[Stored data]
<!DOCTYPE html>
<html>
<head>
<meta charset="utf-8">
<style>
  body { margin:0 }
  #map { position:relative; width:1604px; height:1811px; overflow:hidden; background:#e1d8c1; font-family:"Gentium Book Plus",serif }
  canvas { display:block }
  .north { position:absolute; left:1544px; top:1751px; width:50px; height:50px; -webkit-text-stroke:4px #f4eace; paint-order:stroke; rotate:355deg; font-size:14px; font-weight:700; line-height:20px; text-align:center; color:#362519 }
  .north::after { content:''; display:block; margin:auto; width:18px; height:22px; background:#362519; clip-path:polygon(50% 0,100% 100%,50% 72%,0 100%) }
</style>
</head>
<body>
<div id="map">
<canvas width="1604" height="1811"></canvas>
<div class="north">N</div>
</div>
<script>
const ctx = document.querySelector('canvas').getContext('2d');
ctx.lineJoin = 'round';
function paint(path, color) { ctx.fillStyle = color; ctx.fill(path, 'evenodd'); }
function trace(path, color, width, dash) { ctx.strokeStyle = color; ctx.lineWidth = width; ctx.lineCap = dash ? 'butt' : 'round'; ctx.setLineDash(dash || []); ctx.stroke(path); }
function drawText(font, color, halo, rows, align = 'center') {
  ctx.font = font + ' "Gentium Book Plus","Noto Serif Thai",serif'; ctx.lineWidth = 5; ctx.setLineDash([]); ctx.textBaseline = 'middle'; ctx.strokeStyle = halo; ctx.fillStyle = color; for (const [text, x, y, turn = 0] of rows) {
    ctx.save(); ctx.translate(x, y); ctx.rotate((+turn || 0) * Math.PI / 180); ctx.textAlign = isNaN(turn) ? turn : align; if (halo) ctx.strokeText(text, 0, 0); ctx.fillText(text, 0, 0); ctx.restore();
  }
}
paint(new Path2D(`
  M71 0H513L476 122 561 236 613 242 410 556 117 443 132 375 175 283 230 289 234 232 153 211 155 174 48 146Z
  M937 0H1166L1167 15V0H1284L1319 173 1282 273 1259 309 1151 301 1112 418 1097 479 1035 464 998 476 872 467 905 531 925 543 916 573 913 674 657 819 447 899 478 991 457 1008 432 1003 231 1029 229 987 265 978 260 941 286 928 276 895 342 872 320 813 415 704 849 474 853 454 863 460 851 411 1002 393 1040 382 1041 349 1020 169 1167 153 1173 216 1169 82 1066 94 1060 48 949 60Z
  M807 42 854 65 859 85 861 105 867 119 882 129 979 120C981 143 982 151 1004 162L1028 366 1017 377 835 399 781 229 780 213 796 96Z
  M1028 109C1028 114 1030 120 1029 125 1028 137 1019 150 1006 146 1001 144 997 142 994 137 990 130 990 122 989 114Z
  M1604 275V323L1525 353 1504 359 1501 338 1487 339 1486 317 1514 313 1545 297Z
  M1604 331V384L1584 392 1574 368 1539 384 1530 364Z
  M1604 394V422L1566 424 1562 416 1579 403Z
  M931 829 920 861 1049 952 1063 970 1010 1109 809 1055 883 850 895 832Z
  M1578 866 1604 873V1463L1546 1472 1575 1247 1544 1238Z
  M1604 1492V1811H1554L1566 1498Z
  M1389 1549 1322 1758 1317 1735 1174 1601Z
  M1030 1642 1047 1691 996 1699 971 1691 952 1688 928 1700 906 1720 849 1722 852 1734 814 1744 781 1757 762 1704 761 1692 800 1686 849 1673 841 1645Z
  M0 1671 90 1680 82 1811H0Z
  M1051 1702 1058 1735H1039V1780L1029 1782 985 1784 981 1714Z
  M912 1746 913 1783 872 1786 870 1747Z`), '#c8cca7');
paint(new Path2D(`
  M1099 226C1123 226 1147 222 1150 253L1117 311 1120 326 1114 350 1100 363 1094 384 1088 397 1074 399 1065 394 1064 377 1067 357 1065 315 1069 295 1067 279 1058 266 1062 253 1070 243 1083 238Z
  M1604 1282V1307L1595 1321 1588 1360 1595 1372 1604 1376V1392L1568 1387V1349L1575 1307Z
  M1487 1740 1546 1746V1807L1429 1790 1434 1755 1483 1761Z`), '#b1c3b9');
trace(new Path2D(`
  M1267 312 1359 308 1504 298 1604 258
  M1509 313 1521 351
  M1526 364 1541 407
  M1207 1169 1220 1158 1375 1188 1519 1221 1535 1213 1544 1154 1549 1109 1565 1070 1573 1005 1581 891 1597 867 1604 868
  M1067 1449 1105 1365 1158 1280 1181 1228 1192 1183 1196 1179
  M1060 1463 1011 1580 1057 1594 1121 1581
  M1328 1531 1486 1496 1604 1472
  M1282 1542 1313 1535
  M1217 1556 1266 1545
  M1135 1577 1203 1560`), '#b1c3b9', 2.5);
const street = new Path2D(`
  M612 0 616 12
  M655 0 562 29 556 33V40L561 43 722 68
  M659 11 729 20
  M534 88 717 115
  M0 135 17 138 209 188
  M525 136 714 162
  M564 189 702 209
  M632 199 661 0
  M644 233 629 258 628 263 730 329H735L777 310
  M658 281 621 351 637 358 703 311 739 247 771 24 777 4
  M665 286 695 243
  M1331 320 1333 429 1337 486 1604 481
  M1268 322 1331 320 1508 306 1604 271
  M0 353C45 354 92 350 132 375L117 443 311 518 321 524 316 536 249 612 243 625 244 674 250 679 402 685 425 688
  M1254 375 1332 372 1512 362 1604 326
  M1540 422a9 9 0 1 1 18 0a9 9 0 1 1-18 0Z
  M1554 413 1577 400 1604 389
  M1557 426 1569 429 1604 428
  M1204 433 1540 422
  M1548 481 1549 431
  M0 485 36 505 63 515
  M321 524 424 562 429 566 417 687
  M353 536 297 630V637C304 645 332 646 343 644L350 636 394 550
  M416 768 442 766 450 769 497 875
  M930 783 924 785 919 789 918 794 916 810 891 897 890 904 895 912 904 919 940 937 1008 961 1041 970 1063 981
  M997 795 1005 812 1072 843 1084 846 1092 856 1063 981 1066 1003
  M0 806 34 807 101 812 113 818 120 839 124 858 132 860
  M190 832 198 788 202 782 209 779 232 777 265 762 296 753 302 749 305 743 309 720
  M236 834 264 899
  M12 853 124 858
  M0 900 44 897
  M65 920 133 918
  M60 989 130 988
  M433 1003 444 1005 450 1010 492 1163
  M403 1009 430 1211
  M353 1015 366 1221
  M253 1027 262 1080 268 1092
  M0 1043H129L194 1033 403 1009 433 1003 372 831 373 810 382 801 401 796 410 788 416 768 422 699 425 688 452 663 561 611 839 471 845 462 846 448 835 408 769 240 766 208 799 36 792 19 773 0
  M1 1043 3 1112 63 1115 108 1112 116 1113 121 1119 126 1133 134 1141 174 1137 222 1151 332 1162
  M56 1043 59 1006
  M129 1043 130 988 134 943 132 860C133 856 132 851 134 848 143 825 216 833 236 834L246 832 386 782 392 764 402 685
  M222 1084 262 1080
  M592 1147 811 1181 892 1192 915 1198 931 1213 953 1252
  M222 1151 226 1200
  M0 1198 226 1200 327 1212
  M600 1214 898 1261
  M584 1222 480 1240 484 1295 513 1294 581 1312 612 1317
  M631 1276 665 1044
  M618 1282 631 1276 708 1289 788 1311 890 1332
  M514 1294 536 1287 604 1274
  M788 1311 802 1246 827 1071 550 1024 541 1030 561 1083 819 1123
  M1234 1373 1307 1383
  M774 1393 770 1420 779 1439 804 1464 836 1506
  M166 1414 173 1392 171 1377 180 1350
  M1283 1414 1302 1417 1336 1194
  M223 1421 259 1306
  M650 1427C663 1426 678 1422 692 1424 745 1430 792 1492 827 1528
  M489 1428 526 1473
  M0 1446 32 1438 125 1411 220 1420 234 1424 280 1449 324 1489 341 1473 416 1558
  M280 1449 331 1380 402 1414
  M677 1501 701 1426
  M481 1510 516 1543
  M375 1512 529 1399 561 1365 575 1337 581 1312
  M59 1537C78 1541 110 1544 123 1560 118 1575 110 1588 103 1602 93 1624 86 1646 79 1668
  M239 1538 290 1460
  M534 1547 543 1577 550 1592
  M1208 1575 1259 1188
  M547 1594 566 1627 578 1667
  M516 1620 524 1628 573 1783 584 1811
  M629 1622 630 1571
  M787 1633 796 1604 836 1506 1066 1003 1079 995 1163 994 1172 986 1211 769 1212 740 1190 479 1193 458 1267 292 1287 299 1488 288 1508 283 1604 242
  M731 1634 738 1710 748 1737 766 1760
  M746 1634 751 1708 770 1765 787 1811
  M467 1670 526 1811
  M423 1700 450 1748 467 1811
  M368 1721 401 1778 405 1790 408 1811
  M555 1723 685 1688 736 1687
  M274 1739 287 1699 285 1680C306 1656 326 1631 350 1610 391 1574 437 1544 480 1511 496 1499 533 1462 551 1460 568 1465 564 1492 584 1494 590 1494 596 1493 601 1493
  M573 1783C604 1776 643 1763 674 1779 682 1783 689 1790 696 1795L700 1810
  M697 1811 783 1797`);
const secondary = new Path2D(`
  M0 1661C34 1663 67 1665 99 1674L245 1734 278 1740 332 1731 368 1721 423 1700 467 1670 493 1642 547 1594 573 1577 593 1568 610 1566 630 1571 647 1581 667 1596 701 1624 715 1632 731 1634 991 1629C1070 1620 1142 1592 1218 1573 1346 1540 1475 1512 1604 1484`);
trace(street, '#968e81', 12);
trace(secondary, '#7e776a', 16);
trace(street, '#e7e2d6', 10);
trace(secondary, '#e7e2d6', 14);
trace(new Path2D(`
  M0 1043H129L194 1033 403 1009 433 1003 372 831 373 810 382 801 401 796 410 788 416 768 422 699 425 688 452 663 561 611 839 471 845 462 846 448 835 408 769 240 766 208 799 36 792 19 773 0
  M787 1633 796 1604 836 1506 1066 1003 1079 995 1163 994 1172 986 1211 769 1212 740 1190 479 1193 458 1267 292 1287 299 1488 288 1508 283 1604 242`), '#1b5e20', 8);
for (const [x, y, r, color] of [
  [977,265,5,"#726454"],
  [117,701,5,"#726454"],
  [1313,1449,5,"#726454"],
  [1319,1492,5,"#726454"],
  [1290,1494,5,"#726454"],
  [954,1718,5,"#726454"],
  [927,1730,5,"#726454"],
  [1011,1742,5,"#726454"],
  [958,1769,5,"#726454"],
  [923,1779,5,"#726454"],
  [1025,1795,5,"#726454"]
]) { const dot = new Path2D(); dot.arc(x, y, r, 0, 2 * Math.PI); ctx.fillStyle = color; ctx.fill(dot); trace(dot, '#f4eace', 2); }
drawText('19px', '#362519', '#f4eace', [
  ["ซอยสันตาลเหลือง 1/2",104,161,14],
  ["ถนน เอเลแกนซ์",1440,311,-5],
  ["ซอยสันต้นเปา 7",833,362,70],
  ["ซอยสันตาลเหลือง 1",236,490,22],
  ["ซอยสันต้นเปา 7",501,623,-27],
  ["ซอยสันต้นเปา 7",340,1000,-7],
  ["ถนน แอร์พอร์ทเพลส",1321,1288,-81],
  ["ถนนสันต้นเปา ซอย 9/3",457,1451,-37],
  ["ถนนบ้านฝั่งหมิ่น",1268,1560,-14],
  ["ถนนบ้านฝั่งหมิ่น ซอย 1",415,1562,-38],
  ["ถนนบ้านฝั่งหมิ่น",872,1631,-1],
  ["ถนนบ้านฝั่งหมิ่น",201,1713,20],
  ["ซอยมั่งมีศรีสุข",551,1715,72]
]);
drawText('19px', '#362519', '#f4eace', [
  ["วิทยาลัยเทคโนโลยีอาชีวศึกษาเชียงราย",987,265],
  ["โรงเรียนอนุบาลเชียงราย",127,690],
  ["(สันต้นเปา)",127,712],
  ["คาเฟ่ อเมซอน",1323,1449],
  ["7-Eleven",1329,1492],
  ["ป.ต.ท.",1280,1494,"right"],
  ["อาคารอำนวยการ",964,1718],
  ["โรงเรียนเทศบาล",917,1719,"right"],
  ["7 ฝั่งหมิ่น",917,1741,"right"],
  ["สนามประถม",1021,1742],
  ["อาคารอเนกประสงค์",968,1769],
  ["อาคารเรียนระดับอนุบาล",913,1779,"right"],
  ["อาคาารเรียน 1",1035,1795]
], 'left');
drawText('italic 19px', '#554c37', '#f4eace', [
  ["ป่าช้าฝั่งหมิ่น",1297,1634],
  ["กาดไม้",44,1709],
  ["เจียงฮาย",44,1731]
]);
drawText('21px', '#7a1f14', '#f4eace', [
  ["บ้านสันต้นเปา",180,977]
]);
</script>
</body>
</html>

■ **Task to complete**:
Restate word for word the lines above, beginning at the first one and ending at the line that carries "position:absolute; left:1544px; top:1751px;".

■ **Output**:
<!DOCTYPE html>
<html>
<head>
<meta charset="utf-8">
<style>
  body { margin:0 }
  #map { position:relative; width:1604px; height:1811px; overflow:hidden; background:#e1d8c1; font-family:"Gentium Book Plus",serif }
  canvas { display:block }
  .north { position:absolute; left:1544px; top:1751px; width:50px; height:50px; -webkit-text-stroke:4px #f4eace; paint-order:stroke; rotate:355deg; font-size:14px; font-weight:700; line-height:20px; text-align:center; color:#362519 }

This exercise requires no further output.